Statalist


[Date Prev][Date Next][Thread Prev][Thread Next][Date Index][Thread Index]

st: RE: how to deal with a censored and skewed regressor?


From   Steven Samuels <[email protected]>
To   [email protected]
Subject   st: RE: how to deal with a censored and skewed regressor?
Date   Thu, 8 Jan 2009 18:48:39 -0500

There is a literature on censored regressors. A quick Google search on "censored regressors" turned up, for example:

http://papers.ssrn.com/sol3/papers.cfm?abstract_id=1071239
http://web.mit.edu/tstoker/www/research.htm

The original poster has not yet responded to Al Feiveson, so we do not know whether the regressor "x", say, is "censored" in the technical sense (has unobserved values <0 that are coded as zero). If there are many zeros, perhaps x was generated by one of two processes: the first for whether x would be non-zero, the second for the value of x if it were non-zero.

One way to handle a mixture would be to generate two variables, an indicator that x is zero and, for non-zero x, the actual value.

x_zero = x ==0 & x<.
x_pos  = x*(x > 0 & x<.)   or xlog_pos = log(x)*(x > 0 & x<.)

Insert x_zero and either x_pos or xlog_pos into the predictor list. In fact, it is not necessary to choose between logged and unlogged versions; -fracpoly- could model the best transformation of x_pos.

The references above suggest that the indicator approach is biased if x is truly censored.

-Steve

On Jan 8, 2009, at 11:29 AM, Lachenbruch, Peter wrote:

Since the goal is to look at a logarithmic relationship, I'm wondering
if using glm with a log-link for a normal family wouldn't be helpful.
That way you don't need to worry about 0 values.

Tony

Peter A. Lachenbruch
Department of Public Health
Oregon State University
Corvallis, OR 97330
Phone: 541-737-3832
FAX: 541-737-4001


-----Original Message-----
From: [email protected]
[mailto:[email protected]] On Behalf Of Feiveson,
Alan H. (JSC-SK311)
Sent: Wednesday, January 07, 2009 11:54 AM
To: [email protected]
Subject: st: RE: RE: RE: RE: how to deal with a censored and skewed
regressor?

If there were other X-variables, one way (probably not the best) would
be to use multiple imputation.
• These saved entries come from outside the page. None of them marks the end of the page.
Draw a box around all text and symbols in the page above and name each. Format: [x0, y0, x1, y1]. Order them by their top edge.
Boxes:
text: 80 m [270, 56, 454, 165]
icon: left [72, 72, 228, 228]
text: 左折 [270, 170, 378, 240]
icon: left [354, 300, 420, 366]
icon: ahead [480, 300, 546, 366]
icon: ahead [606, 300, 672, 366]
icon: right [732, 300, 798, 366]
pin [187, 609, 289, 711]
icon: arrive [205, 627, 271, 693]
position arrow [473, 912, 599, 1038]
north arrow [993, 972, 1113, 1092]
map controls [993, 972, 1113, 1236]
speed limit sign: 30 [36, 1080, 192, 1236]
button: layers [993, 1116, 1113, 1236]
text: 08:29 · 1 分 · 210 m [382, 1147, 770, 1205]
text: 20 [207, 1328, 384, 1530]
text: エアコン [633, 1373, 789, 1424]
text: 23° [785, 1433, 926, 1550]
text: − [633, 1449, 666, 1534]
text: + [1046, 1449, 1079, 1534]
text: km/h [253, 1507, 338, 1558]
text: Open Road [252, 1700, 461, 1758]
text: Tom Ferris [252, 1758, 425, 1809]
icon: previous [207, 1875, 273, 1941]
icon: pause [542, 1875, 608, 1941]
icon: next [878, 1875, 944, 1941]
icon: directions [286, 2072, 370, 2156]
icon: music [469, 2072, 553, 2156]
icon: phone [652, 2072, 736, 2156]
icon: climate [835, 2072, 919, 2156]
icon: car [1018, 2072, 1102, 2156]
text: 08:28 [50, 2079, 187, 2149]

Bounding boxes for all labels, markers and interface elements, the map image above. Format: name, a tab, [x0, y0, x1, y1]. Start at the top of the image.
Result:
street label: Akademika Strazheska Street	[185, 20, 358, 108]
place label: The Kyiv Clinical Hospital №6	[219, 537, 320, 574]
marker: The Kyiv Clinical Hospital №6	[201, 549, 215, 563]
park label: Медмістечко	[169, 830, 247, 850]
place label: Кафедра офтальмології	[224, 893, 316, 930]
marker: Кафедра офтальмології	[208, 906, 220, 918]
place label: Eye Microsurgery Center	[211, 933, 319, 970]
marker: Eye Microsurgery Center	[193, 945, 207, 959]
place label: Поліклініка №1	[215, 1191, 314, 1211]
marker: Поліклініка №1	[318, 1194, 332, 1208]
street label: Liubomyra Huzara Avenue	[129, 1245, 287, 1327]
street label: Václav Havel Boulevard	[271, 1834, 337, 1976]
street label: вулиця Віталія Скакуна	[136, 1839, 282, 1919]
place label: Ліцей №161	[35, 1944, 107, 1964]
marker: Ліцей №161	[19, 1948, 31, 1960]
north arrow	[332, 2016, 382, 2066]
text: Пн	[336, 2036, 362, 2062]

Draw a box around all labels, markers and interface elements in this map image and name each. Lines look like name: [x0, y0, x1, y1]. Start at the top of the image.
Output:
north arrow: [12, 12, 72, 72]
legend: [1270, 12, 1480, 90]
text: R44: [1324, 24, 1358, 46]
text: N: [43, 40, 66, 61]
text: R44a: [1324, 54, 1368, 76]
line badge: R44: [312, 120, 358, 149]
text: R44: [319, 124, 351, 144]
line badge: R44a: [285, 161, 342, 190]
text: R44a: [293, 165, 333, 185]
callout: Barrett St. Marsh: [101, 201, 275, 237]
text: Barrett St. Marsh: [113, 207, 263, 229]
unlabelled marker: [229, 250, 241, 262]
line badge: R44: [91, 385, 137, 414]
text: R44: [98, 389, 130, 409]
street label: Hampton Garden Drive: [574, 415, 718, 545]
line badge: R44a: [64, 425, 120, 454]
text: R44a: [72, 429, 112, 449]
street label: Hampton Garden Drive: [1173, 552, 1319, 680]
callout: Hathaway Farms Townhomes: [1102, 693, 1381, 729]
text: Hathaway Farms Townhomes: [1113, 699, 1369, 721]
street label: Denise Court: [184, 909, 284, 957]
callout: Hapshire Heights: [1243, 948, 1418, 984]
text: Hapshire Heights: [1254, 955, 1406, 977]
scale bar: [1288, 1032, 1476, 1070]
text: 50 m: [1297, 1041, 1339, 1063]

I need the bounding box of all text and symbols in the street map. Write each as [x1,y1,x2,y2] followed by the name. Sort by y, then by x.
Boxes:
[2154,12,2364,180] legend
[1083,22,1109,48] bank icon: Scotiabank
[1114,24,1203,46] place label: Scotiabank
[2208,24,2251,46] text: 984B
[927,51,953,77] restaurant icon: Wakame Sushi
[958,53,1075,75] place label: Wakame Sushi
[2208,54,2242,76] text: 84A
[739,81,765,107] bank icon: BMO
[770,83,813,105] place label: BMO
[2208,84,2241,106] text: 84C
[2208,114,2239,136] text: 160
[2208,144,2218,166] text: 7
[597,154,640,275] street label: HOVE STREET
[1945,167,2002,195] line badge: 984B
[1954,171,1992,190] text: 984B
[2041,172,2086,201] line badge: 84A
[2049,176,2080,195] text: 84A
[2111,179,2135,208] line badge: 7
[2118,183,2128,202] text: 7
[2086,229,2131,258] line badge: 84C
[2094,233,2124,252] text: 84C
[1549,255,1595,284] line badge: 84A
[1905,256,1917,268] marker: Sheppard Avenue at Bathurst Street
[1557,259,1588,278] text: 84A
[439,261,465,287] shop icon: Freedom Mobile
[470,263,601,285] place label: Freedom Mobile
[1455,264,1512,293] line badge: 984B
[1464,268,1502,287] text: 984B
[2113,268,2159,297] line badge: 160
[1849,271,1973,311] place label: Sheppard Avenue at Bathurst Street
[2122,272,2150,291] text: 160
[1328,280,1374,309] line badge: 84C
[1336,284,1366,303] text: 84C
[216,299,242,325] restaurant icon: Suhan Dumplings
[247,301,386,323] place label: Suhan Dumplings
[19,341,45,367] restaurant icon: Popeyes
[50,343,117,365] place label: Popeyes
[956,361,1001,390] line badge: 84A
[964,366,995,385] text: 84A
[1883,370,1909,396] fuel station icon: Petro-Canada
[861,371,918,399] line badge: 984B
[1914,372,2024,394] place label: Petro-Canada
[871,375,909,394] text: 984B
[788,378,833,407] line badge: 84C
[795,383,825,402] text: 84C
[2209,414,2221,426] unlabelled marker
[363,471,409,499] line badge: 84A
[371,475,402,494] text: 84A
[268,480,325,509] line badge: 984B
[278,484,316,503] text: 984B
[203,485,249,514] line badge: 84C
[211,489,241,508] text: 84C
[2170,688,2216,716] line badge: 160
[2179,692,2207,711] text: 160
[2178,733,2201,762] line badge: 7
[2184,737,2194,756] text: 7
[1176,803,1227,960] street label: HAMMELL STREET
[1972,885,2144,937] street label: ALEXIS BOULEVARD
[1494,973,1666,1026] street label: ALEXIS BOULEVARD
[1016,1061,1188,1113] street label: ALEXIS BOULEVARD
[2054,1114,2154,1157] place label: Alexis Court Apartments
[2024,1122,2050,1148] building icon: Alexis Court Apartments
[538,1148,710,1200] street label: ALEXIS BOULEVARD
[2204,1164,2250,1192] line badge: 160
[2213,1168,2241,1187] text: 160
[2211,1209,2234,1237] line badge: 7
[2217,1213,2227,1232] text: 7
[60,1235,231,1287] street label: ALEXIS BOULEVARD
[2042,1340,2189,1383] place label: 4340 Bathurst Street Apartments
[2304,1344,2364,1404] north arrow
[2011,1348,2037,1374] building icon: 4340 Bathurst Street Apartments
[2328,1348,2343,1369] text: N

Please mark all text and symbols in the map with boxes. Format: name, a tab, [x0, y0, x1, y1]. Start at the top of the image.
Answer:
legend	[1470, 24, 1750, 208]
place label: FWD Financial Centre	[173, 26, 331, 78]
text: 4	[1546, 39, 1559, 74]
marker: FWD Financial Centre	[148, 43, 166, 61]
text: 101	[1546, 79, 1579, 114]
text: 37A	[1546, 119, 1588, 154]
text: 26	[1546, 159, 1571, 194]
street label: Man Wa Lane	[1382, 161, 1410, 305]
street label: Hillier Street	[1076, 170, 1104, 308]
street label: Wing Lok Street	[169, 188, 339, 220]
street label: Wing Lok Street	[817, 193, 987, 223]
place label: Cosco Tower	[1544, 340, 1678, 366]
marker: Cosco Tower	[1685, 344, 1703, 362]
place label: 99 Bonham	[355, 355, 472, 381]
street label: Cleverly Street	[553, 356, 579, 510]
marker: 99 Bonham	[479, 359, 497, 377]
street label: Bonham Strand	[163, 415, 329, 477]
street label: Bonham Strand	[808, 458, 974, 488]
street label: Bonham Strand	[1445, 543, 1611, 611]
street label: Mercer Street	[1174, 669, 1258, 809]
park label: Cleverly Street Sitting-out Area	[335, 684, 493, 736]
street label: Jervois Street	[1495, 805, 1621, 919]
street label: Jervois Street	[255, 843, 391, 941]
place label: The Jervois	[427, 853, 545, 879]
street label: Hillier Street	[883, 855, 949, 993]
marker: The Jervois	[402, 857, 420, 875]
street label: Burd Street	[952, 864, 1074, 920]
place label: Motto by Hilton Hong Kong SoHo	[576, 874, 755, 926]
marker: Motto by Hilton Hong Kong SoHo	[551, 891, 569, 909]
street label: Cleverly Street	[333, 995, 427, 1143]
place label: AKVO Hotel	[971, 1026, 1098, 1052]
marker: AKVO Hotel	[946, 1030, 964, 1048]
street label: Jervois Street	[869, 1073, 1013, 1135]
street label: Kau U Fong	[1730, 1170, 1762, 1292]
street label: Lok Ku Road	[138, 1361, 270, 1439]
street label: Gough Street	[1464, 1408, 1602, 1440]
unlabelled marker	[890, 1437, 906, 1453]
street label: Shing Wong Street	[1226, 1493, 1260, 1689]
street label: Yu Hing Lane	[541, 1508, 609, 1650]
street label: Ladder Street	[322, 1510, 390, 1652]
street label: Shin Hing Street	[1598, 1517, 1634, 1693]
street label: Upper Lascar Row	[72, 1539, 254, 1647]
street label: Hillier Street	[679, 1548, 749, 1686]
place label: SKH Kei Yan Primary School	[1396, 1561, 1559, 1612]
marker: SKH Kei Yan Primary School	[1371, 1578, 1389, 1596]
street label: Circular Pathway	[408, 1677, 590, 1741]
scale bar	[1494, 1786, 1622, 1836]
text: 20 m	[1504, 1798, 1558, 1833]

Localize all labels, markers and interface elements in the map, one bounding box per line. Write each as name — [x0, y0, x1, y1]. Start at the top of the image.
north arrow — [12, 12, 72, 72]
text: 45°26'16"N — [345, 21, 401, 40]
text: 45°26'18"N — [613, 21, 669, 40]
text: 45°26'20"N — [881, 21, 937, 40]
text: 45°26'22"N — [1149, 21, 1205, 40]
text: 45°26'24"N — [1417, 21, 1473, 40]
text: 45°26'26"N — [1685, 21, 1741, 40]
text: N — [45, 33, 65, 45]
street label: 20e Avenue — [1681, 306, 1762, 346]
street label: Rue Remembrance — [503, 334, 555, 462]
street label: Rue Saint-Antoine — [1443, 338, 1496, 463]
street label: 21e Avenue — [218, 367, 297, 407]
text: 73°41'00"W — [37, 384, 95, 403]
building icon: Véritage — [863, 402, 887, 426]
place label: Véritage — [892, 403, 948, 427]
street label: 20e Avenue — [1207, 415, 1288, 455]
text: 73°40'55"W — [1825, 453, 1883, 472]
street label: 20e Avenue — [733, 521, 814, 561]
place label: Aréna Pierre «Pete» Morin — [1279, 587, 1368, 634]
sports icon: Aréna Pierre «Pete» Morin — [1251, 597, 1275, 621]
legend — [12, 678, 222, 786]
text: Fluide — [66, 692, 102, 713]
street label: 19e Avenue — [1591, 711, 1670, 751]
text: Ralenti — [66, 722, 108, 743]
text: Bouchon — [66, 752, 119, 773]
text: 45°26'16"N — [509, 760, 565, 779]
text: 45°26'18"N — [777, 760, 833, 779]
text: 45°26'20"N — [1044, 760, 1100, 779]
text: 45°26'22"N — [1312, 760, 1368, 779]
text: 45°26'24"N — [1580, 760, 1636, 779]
More generally, some sort of structural
model that relates Y to true X and includes the censoring mechanism
could be estimated (ha!). I suspect there are econometric models out
there that do this sort of thing - possibly even already programmed in
Stata.

AL F.



-----Original Message-----
From: [email protected]
[mailto:[email protected]] On Behalf Of Nick Cox
Sent: Wednesday, January 07, 2009 1:06 PM
To: [email protected]
Subject: st: RE: RE: RE: how to deal with a censored and skewed
regressor?

And how would you do that? Other than knowing that c.i.s and P-values
are not as good as they seem, what difference does this knowledge make
to what you do?

Nick
[email protected]

-----Original Message-----
From: [email protected]
[mailto:[email protected]] On Behalf Of Feiveson,
Alan H. (JSC-SK311)
Sent: 07 January 2009 18:27
To: [email protected]
Subject: st: RE: RE: how to deal with a censored and skewed regressor?

Nick wrote: "If you regard such a regressor as error-free, as one
usually does, then I am not clear that procedure need otherwise be
affected."

But if the variable (say X )is censored, then it's real value is unknown except for an upper or lower bound and there is error ,hence bias in the regression parameter estimates if X is used as is. So in mbaier's case,
if X is really censored at zero, that means it's true value is some
negative number. This needs to be taken into account in the estimation.

Al Feiveson



-----Original Message-----
From: [email protected]
[mailto:[email protected]] On Behalf Of Nick Cox
Sent: Wednesday, January 07, 2009 12:09 PM
To: [email protected]
Subject: st: RE: how to deal with a censored and skewed regressor?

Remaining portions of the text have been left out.